Information about using Nemesida WAF in the form of Virtual Appliance (virtual disk for KVM/VMware/VirtualBox) and Yandex VM is available in corresponding section.

The Nemesida AI module consists of Nemesida AI MLA modules (is included in the installation package of the Nemesida WAF module) and Nemesida AI MLC, whose interaction is possible in normal mode (modules operate on the same server) and mode “dot-multipoint” (the Nemesida AI MLC module operates on a dedicated server).

Python pip packages
For machine learning modules to work correctly, it is necessary to use unified versions of Python3 pip packages on servers with Nemesida AI MLA and Nemesida AI MLC installed.

Installation

DebianUbuntuCentOS
Debian 9
# apt install python3 python3-venv python3-pip python3-dev python3-setuptools libc6-dev rabbitmq-server gcc memcached
Debian 10
# apt install python3 python3-venv python3-pip python3-dev python3-setuptools libc6-dev rabbitmq-server gcc memcached
Debian 11
# apt install python3 python3-venv python3-pip python3-dev python3-setuptools libc6-dev rabbitmq-server gcc memcached

Install Nemesida AI MLC:

# apt install nwaf-mlc
Ubuntu 18.04
# apt install python3 python3-venv python3-pip python3-dev python3-setuptools libc6-dev rabbitmq-server gcc memcached
Ubuntu 20.04
# apt install python3 python3-venv python3-pip python3-dev python3-setuptools libc6-dev rabbitmq-server gcc memcached
Ubuntu 22.04
# apt install python3 python3-venv python3-pip python3-dev python3-setuptools libc6-dev rabbitmq-server gcc memcached

Install Nemesida AI MLC:

# apt install nwaf-mlc
CentOS 7
# yum install gcc rabbitmq-server python36 python36-devel python36-setuptools python36-pip memcached
# yum install nwaf-mlc
CentOS 8 Stream
Add the RabbitMQ repository by bringing the file /etc/yum.repos.d/RabbitMQ.repo to the form:

[rabbitmq_erlang]
name = rabbitmq_erlang
baseurl = https://packagecloud.io/rabbitmq/erlang/el/8/$basearch
repo_gpgcheck = 0
gpgcheck = 0
enabled = 1

[rabbitmq_server]
name = rabbitmq_server
baseurl = https://packagecloud.io/rabbitmq/rabbitmq-server/el/8/$basearch
repo_gpgcheck = 0
gpgcheck = 0
enabled = 1

Install the package:

# dnf update
# dnf install rabbitmq-server

Check the correctness of the service:

# systemctl enable rabbitmq-server
# service rabbitmq-server restart
# service rabbitmq-server status

Install Nemesida AI MLC:

# dnf install gcc python39 python39-devel python39-setuptools python39-pip memcached
# dnf install nwaf-mlc
CentOS 9 Stream
Install the packages:

# dnf install dnf-utils
# dnf install centos-release-rabbitmq-38
# dnf install rabbitmq-server

Check the correctness of the service:

# systemctl enable rabbitmq-server
# service rabbitmq-server restart
# service rabbitmq-server status

Install Nemesida AI MLC:

# dnf install gcc python3 python3-devel python3-setuptools python3-pip memcached
# dnf install nwaf-mlc

Initial setup

After installing the module, it is necessary to make the initial configuration by specifying the following parameters:

mlc.conf parameters
Default parameter
Description of the parameter

[Nemesida AI MLC]
The section responsible for the general settings of the Nemesida AI MLC module.
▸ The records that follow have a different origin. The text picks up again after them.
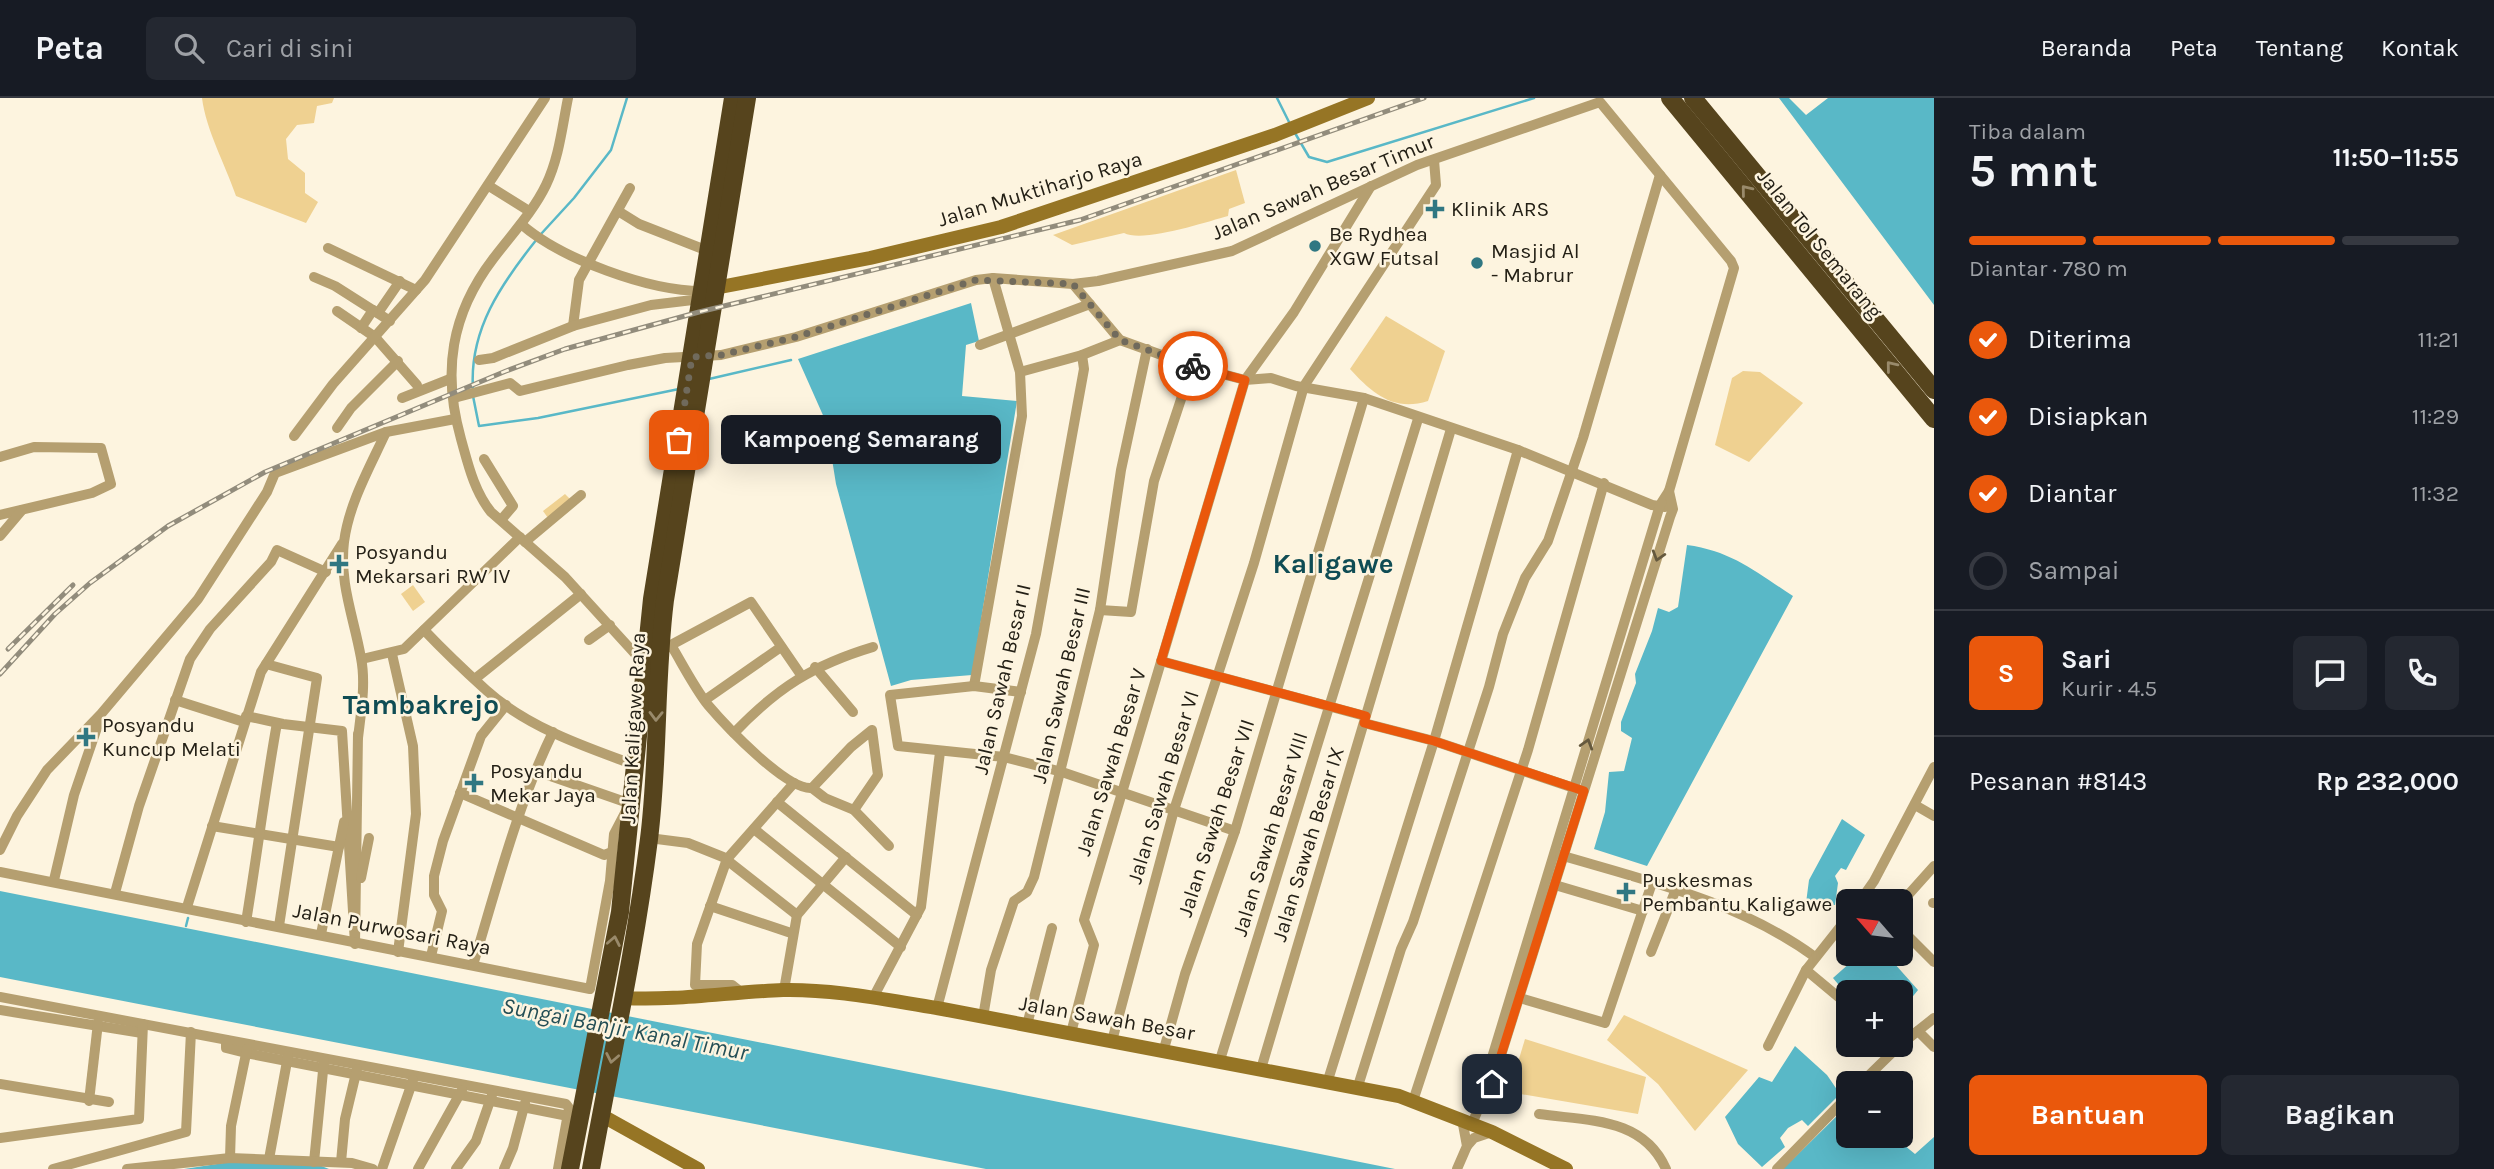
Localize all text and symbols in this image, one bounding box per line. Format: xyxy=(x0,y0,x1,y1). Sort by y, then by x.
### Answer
search box xyxy=(146,17,636,80)
text: Peta xyxy=(35,29,104,67)
icon: search xyxy=(170,29,208,67)
text: Cari di sini xyxy=(226,33,354,64)
text: Beranda xyxy=(2041,34,2132,62)
text: Peta xyxy=(2170,34,2218,62)
text: Tentang xyxy=(2256,34,2343,62)
text: Kontak xyxy=(2381,34,2459,62)
text: Tiba dalam xyxy=(1969,118,2086,145)
street label: Jalan Sawah Besar Timur xyxy=(1208,129,1438,245)
text: 11:50–11:55 xyxy=(2332,142,2459,173)
text: 5 mnt xyxy=(1969,144,2098,198)
street label: Jalan Muktiharjo Raya xyxy=(935,146,1145,232)
street label: Jalan Tol Semarang xyxy=(1753,165,1888,323)
one-way arrow xyxy=(1742,186,1755,198)
place label: Klinik ARS xyxy=(1451,197,1549,221)
marker: Klinik ARS xyxy=(1425,199,1445,219)
place label: Be Rydhea XGW Futsal xyxy=(1329,222,1439,270)
marker: Be Rydhea XGW Futsal xyxy=(1307,238,1323,254)
place label: Masjid Al - Mabrur xyxy=(1491,239,1580,287)
marker: Masjid Al - Mabrur xyxy=(1469,255,1485,271)
text: Diantar · 780 m xyxy=(1969,255,2128,282)
icon: check xyxy=(1969,321,2007,359)
text: Diterima xyxy=(2028,324,2132,355)
text: 11:21 xyxy=(2418,326,2459,353)
courier xyxy=(1158,331,1228,401)
icon: bike xyxy=(1174,347,1212,385)
one-way arrow xyxy=(1886,362,1899,374)
icon: check xyxy=(1969,398,2007,436)
text: Disiapkan xyxy=(2028,401,2148,432)
text: 11:29 xyxy=(2412,403,2459,430)
pin xyxy=(649,410,709,470)
callout: Kampoeng Semarang xyxy=(721,416,1001,464)
icon: bag xyxy=(660,421,698,459)
text: Kampoeng Semarang xyxy=(743,426,979,453)
icon: check xyxy=(1969,475,2007,513)
text: Diantar xyxy=(2028,478,2116,509)
text: 11:32 xyxy=(2412,480,2459,507)
place label: Posyandu Mekarsari RW IV xyxy=(355,540,510,588)
district label: Kaligawe xyxy=(1272,547,1394,580)
one-way arrow xyxy=(1652,550,1666,562)
marker: Posyandu Mekarsari RW IV xyxy=(329,554,349,574)
text: Sampai xyxy=(2028,555,2120,586)
street label: Jalan Sawah Besar II xyxy=(968,581,1036,777)
street label: Jalan Sawah Besar III xyxy=(1027,585,1095,785)
street label: Jalan Kaligawe Raya xyxy=(616,632,650,824)
button: chat xyxy=(2293,636,2367,710)
button: phone xyxy=(2385,636,2459,710)
text: Sari xyxy=(2061,644,2112,675)
text: S xyxy=(1998,658,2014,689)
street label: Jalan Sawah Besar V xyxy=(1071,665,1151,859)
text: Kurir · 4.5 xyxy=(2061,675,2157,702)
district label: Tambakrejo xyxy=(343,688,499,721)
street label: Jalan Sawah Besar VI xyxy=(1122,688,1204,886)
one-way arrow xyxy=(649,710,664,721)
place label: Posyandu Kuncup Melati xyxy=(102,713,241,761)
street label: Jalan Sawah Besar VII xyxy=(1173,716,1259,920)
marker: Posyandu Kuncup Melati xyxy=(76,727,96,747)
street label: Jalan Sawah Besar VIII xyxy=(1227,729,1313,939)
one-way arrow xyxy=(1579,738,1594,750)
street label: Jalan Sawah Besar IX xyxy=(1267,744,1349,944)
place label: Posyandu Mekar Jaya xyxy=(490,759,596,807)
text: Pesanan #8143 xyxy=(1969,766,2147,797)
text: Rp 232,000 xyxy=(2316,766,2459,797)
marker: Posyandu Mekar Jaya xyxy=(464,773,484,793)
place label: Puskesmas Pembantu Kaligawe xyxy=(1642,868,1832,916)
marker: Puskesmas Pembantu Kaligawe xyxy=(1616,882,1636,902)
north arrow xyxy=(1836,889,1913,966)
map controls xyxy=(1836,889,1913,1148)
street label: Jalan Purwosari Raya xyxy=(291,898,493,960)
one-way arrow xyxy=(606,936,621,948)
button: + xyxy=(1836,980,1913,1057)
street label: Jalan Sawah Besar xyxy=(1017,991,1197,1045)
water label: Sungai Banjir Kanal Timur xyxy=(500,992,751,1066)
one-way arrow xyxy=(605,1052,620,1064)
pin xyxy=(1462,1054,1522,1114)
icon: home xyxy=(1473,1065,1511,1103)
button: − xyxy=(1836,1071,1913,1148)
button: Bantuan xyxy=(1969,1075,2207,1155)
button: Bagikan xyxy=(2221,1075,2459,1155)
To configure the module, make the necessary changes to the main configuration file /opt/mlc/mlc.conf
nwaf_license_key
Installing the Nemesida WAF license key when working on a dedicated server. When used on the same server with the Nemesida WAF module or when working in the Multipoint Mode mode, you do not need to use the parameter.

Usage example:

nwaf_license_key = 1234567890
api_uri
The Nemesida WAF API address for sending information about the training status of models and information about detected anomalies. If the parameter value is empty, no information will be sent.
sys_proxy
Configuring the proxy server address to access nw-auth-extra.nemesida-security.com:443 (license key verification) and nemesida-security.com:443 (loading a list of virtual hosts, loading and unloading behavioral models).

Example:

sys_proxy=http://proxy.example.com:3128
api_proxy
Configuring the proxy server address to access the Nemesida WAF API and Nemesida WAF Signtest.

Example:

api_proxy=http://proxy.example.com:3128

If the parameters have no values, the module will try to use the parameters from the file nwaf.conf.

st_enable
Sending disputed requests received from the Nemesida WAF module using RabbitMQ to the Nemesida WAF Signtest server for subsequent processing.

Disputed requests are defined as follows:
– if the signature analysis has determined the request as illegitimate, and the Nemesida AI MLC module has determined it as legitimate;
– if the signature analysis determined the request as legitimate, and the Nemesida AI MLC module determined it as illegitimate.

st_uri
The address of the Nemesida WAF Signtest server for sending disputed requests.

If the Nemesida WAF API and Nemesida WAF Signtest modules are not configured yet, then the parameters api_uri, api_proxy, st_enable, st_uri can be specified later.

After making changes, restart the server or restart the service and check its operation:

# service mlc_main restart
# service mlc_main status

Configuring

The cloud settings management functionality is enabled by default, but it can be disabled by sending a request to email.

In order to avoid errors when configuring the module, we recommend using a cloud WebApp.

Manage settings using a cloud WebApp and cloud API

Information about configuring Nemesida AI MLC using cloud WebApp and cloud API available in the relevant sections.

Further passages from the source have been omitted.